From meeting functional requirements to crafting developer experience.
In Appvia Wayfinder, every action began with a form — yet each was built differently, cluttered, and hard to follow. I led the redesign of a unified form system that brought clarity, consistency, and polish to the product. By pausing feature development to create one reusable component, we doubled delivery speed and replaced twenty disconnected forms with a cohesive experience.
The biggest lesson I learned designing this B2B flow is simple: professionals already do the work, just differently. The role of design is to close the gap between their existing workflows and how the same tasks can be done faster and more reliably with our product. This is especially true during free trials when value must be instantly clear.

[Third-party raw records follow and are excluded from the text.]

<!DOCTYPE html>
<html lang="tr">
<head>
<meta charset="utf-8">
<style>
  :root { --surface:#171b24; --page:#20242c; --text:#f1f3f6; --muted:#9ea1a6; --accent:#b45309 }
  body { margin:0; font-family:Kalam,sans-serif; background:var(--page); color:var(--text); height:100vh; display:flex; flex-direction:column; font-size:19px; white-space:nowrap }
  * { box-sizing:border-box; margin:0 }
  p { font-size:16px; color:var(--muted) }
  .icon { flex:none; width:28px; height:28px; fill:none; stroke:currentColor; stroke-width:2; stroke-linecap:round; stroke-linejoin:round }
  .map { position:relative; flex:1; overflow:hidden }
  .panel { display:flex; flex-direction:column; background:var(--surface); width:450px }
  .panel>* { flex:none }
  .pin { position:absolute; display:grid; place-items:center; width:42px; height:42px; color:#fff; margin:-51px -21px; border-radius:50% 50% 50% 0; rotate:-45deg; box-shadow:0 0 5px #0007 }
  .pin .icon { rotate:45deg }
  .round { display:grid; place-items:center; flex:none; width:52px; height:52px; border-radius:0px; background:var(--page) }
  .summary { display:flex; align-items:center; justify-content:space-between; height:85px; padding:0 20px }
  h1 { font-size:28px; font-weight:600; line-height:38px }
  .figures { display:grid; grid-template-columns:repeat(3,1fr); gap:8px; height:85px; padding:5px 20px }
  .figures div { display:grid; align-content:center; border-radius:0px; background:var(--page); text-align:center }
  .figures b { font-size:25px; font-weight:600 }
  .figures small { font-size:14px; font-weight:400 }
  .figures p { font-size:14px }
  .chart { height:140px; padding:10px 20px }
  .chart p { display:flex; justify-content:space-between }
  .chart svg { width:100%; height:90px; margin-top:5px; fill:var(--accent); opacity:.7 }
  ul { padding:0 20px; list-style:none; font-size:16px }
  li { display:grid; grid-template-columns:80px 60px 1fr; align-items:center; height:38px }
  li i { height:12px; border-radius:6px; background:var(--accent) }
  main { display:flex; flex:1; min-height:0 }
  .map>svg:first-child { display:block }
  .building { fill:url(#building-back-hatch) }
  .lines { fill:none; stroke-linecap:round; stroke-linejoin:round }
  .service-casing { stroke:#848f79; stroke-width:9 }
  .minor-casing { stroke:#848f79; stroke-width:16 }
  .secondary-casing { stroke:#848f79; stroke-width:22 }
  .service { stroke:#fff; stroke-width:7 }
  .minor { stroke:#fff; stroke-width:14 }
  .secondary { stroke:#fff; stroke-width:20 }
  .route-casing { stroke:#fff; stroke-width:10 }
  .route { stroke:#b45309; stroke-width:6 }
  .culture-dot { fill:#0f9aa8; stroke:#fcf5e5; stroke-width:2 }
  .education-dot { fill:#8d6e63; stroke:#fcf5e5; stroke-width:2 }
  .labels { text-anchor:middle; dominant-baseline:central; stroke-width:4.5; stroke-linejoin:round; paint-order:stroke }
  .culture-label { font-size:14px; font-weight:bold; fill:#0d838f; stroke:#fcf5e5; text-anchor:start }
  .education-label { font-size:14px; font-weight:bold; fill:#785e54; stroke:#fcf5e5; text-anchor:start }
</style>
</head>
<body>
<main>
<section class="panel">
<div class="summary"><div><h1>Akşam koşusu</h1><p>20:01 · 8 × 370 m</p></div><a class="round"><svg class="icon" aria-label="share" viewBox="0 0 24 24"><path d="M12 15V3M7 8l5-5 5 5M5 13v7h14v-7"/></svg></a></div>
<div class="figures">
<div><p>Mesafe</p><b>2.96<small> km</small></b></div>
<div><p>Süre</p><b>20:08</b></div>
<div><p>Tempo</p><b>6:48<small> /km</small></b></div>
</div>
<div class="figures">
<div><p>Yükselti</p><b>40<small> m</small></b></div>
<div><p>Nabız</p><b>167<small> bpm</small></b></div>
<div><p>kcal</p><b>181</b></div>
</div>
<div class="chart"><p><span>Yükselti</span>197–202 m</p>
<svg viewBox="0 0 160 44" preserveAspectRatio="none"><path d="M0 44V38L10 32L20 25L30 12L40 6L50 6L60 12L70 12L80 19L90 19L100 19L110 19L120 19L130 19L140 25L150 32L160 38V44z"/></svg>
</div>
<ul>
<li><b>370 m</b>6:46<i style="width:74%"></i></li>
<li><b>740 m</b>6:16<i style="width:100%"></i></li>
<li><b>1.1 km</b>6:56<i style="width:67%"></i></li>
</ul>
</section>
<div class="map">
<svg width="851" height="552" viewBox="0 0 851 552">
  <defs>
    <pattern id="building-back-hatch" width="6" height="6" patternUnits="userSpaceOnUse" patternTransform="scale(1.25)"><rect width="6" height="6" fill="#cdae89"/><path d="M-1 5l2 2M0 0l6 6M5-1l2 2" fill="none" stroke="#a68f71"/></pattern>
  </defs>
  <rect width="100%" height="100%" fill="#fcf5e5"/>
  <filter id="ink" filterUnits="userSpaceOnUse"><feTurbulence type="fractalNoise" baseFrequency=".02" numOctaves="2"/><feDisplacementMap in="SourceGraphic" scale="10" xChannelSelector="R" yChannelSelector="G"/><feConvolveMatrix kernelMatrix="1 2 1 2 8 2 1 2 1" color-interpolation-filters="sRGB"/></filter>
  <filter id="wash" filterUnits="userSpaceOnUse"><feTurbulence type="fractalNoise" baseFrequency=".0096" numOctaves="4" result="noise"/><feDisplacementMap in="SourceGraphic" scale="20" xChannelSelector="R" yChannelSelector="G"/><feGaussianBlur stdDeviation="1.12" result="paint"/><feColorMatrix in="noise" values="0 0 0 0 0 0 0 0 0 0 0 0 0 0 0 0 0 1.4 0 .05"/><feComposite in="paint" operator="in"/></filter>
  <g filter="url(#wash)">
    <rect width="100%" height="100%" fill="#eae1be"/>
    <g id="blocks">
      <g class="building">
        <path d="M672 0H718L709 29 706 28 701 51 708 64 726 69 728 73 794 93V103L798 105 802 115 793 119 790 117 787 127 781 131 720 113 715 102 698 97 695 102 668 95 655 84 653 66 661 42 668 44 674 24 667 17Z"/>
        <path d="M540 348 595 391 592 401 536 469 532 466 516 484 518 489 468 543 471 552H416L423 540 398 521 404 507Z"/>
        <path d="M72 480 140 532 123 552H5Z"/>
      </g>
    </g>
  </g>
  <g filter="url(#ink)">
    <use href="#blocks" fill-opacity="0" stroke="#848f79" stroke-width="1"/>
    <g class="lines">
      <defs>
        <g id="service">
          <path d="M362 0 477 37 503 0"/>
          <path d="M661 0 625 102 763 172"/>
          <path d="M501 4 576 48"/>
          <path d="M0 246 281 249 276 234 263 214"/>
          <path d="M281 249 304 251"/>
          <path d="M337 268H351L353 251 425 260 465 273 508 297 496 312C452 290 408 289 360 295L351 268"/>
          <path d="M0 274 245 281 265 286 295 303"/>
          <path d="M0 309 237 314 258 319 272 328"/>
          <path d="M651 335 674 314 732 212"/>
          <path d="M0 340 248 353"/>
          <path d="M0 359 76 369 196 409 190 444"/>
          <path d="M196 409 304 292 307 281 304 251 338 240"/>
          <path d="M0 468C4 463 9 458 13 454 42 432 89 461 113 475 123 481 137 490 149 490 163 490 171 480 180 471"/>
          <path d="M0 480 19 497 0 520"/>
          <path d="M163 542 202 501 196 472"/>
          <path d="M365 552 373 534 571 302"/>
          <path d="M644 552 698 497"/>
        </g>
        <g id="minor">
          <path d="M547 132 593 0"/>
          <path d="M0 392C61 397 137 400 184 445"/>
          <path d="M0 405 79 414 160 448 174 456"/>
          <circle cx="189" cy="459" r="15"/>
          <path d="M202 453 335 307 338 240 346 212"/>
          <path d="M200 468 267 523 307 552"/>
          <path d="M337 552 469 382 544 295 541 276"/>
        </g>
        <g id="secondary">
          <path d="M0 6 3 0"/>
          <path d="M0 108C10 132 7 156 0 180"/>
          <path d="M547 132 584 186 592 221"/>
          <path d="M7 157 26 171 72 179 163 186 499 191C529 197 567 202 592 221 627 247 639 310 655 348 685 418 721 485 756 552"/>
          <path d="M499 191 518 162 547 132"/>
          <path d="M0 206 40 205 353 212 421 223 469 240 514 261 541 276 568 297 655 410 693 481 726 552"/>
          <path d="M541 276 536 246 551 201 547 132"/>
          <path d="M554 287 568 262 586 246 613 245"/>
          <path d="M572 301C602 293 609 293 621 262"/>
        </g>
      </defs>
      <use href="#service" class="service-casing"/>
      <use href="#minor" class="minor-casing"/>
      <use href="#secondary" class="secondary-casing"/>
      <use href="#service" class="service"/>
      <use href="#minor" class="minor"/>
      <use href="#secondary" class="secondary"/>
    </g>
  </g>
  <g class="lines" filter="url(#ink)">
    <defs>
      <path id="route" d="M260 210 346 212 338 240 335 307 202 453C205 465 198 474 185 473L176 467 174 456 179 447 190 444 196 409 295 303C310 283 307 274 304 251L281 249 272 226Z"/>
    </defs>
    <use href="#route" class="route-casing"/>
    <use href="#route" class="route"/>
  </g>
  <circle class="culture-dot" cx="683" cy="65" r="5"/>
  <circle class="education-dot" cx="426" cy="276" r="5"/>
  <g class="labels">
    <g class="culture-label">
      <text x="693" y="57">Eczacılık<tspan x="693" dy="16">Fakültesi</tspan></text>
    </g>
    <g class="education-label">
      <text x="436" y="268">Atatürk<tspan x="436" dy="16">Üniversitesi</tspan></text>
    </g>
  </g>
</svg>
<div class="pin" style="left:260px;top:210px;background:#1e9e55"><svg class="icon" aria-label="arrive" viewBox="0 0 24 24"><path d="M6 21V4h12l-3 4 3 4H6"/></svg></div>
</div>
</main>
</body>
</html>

Over three years designing developer tools, I distilled what I learned about good developer experience into a scorecard to guide and evaluate design decisions:
Respect the source of truth —Keep UI, CLI, and live infrastructure in sync, and make it clear how every user action affects what’s in production.
Reduce cognitive load, not control — developers should move fast, yet still have the freedom to override defaults when needed.
Meet developers where they are — fit into existing workflows and mental models, not against them.
Design for debugging — make errors clear, contextual, and actionable.
Craft for trust — sweat the details; design signals quality.
Before
After
Before
After

Overview
Product
Appvia Wayfinder (Developer tooling)
Team
CEO, Engineering (7 devs), Technical Writer, Support
My role
Led design e2e (research, prototyping, UX/UI)
Date
2023 - 2024 (1 year)
Challenge
Redesign Wayfinder’s core form system to reduce cognitive load and unify inconsistent workflows.
Outcome
Created a modular component that doubled delivery speed, improved clarity, and set a new standard for developer experience.